##  Spotify Song Recommendation System

We implement a content-based filtering approach for Spotify Song recommendation based on a [medium article](https://towardsdatascience.com/part-iii-building-a-song-recommendation-system-with-spotify-cf76b52705e7) for building a Spotify song recommendation system series.

In [2]:
import csv
import time
import pandas as pd
import numpy as np
import matplotlib.pyplot as plt
import spotipy
from spotipy.oauth2 import SpotifyClientCredentials
from operator import index
from sklearn.metrics.pairwise import cosine_similarity
from sklearn.preprocessing import MinMaxScaler
from sklearn.feature_extraction.text import TfidfVectorizer
from textblob import TextBlob
import re

In [3]:
# playlist_data = pd.read_csv("data/spotify.csv")

spotify_playlists = pd.read_csv('data/spotify_playlists.csv', encoding_errors='ignore', index_col=0, header=0)
spotify_playlists['playlist'].value_counts()

New Music Friday      100
New Pop Picks         100
just hits             100
Hip Hop Controller     99
RapCaviar              51
Today's Top Hits       50
Hot Hits USA           50
Name: playlist, dtype: int64

First, we want to check for song duplicates in the playlist. The following code uses the `drop_duplicates` function in **pandas** to drop duplicate songs while building an underlying dataframe with all unique content.

In [None]:
# Duplicates of songs accross playlists
playlistDF = df.copy(deep = True)
playlistDF[['artist','name','playlist']].head(3)

In [None]:
# Drop song duplicates
def drop_duplicates(df):
    df['artists_song']=df.apply(lambda row: row['artist']+' - '+row['name'],axis=1)
    return df.drop_duplicates('artists_song')

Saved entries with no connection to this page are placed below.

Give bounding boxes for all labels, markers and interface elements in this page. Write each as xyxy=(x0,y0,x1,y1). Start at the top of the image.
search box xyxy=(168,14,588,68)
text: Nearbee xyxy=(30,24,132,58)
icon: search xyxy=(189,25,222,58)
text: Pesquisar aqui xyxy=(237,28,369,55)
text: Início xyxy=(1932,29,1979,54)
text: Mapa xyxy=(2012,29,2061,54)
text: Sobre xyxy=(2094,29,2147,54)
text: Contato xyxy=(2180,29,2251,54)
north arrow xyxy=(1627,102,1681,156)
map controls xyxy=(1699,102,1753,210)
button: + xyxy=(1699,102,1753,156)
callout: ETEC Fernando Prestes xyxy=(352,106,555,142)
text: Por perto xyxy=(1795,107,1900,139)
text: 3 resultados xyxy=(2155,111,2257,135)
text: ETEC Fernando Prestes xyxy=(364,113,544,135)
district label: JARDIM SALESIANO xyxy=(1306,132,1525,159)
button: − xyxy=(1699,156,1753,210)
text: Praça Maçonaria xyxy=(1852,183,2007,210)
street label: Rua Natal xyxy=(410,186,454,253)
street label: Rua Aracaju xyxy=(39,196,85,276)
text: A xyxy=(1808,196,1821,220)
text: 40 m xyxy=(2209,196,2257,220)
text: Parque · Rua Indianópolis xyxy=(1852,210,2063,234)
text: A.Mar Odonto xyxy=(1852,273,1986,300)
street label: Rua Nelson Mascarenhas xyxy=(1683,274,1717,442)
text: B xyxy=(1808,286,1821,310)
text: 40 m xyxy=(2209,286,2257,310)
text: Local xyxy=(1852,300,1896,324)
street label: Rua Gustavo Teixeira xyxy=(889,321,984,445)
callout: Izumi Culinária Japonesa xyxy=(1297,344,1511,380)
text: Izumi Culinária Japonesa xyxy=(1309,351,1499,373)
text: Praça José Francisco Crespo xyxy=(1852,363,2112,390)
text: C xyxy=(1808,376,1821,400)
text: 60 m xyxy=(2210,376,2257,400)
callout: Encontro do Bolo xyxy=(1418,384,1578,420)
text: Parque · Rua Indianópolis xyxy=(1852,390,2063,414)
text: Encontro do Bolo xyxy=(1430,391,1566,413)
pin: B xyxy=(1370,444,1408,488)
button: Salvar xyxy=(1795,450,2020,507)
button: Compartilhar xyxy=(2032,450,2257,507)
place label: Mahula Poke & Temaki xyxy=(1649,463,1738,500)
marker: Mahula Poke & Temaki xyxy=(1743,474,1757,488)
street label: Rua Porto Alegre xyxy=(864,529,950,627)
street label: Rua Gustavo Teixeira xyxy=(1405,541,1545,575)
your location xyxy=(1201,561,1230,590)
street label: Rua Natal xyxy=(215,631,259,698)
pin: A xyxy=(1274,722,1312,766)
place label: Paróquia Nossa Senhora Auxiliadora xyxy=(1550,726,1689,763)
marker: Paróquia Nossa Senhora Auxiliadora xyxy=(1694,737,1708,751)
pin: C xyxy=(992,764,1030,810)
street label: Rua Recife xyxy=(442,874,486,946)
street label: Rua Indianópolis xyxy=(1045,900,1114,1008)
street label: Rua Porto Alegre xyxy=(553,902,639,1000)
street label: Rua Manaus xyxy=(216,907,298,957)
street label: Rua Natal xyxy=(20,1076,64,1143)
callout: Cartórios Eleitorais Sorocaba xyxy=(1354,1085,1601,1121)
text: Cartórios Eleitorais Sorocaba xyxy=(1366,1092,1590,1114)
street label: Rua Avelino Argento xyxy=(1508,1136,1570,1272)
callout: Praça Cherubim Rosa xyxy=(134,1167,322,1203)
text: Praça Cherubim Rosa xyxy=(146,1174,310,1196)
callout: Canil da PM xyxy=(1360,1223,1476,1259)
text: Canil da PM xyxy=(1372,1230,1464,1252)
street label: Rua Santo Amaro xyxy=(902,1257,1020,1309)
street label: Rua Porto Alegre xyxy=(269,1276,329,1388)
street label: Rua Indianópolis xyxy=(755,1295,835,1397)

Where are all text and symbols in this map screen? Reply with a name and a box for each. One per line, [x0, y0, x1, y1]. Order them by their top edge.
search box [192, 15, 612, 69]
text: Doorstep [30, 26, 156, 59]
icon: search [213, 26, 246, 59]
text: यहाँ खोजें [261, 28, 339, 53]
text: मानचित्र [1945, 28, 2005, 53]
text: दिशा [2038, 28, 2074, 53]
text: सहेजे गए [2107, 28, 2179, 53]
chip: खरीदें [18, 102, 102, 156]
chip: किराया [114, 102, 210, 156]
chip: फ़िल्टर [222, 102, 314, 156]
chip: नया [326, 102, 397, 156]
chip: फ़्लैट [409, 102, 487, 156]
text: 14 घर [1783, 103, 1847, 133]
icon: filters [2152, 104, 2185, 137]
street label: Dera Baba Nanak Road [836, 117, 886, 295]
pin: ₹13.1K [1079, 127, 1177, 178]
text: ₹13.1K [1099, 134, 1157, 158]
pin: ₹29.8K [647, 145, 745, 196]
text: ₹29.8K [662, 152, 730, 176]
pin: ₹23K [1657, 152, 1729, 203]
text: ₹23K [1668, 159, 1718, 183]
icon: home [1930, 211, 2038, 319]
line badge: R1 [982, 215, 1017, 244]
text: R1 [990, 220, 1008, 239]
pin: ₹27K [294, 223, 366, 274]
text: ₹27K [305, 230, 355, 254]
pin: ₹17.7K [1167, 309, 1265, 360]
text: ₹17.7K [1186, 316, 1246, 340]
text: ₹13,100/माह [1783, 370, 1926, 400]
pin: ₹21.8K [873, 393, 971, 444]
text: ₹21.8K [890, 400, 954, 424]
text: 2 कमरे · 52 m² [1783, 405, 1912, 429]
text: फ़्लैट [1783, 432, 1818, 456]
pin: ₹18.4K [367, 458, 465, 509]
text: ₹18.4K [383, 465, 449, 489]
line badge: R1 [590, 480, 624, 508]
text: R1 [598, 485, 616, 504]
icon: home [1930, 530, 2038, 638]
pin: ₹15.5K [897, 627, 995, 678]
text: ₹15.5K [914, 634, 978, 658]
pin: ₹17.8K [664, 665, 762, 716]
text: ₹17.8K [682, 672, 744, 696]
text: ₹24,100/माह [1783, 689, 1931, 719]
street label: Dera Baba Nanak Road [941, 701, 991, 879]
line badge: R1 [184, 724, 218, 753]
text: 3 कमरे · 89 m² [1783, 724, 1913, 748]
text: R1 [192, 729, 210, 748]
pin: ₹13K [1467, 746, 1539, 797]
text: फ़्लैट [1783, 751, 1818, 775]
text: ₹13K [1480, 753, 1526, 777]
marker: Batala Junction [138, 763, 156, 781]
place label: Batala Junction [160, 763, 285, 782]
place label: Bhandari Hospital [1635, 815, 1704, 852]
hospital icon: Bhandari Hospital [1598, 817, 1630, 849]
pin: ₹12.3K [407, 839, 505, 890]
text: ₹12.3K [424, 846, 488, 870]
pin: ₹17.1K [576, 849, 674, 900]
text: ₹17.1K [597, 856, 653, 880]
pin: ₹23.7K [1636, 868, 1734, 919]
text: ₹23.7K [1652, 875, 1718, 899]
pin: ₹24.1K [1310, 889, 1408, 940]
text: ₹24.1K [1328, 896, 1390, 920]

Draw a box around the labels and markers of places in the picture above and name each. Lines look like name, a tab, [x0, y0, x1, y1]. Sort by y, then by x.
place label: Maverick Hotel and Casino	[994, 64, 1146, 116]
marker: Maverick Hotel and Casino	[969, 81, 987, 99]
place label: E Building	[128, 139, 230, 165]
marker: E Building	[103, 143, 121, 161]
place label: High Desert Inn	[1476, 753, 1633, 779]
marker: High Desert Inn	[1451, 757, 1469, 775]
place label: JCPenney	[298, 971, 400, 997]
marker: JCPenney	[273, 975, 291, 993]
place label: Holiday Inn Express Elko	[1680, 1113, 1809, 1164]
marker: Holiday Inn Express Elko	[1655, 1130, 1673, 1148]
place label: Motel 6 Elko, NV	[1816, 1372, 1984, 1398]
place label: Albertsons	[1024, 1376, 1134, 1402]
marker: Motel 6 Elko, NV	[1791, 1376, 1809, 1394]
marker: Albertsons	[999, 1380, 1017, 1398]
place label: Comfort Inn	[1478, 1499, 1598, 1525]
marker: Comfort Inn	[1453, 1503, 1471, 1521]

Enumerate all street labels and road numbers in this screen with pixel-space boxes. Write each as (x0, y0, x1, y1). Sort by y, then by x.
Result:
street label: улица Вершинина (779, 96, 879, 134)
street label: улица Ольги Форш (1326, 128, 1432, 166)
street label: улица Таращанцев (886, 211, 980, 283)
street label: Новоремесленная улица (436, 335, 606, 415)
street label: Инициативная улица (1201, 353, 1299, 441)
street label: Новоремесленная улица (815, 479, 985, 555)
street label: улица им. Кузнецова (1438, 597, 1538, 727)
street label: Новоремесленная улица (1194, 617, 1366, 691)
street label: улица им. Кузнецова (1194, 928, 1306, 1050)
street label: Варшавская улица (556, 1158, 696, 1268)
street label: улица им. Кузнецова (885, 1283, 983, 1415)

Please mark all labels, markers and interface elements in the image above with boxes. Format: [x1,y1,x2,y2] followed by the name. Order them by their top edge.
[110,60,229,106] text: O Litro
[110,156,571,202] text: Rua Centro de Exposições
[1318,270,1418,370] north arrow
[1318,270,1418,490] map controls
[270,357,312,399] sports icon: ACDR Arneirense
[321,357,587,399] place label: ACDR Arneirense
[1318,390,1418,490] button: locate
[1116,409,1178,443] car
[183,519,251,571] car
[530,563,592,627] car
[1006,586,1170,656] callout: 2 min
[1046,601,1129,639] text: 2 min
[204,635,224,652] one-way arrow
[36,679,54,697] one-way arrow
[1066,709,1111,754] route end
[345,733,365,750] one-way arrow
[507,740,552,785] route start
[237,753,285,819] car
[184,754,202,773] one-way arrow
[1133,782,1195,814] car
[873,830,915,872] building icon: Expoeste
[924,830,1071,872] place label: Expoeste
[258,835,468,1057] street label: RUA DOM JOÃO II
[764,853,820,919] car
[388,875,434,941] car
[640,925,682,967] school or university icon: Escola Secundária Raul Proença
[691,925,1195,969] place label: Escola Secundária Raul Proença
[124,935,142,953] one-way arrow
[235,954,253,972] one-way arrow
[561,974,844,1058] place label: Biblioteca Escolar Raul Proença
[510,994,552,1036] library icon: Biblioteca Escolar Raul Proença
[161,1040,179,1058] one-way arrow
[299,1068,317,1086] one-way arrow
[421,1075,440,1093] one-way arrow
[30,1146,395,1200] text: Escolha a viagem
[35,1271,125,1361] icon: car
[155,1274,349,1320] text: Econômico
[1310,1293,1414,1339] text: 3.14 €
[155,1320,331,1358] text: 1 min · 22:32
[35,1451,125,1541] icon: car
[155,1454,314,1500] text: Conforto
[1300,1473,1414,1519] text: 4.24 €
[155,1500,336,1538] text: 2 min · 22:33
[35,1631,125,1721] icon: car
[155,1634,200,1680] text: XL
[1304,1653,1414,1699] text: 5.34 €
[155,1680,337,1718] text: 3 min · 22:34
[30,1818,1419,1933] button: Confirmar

songDF = drop_duplicates(playlistDF)
print(len(pd.unique(songDF.artists_song)) == len(songDF))

For the audio features, we can categorize each attribute into four general categories as follows.

- **Mood**: Danceability, Energy, Tempo, Valence
- **Properties**: Instrumentalness, Loudness, Speechiness
- **Context**: Acousticness, Liveness
- **Metadata**: key, mode, time_signature


In [None]:
songDF = songDF[[
    'name', 'track_id', 'release_date', 'popularity', # Track Metadata
    'artist', 'artist_id', 'artist_pop', 'artist_genres', # Artist Info
    'danceability', 'energy', 'valence', 'tempo', # Audio Features - Mood
    'instrumentalness', 'loudness', 'speechiness', # Audio Features - Properties
    'acousticness', 'liveness', # Audio Features - Context
    'key', 'mode', 'time_signature' # Audio Features - Metadata
]]

### Feature Generation


Data feature engineering methods are an integral part of recommender systems. We implement the following process into the feature generation pipeline. 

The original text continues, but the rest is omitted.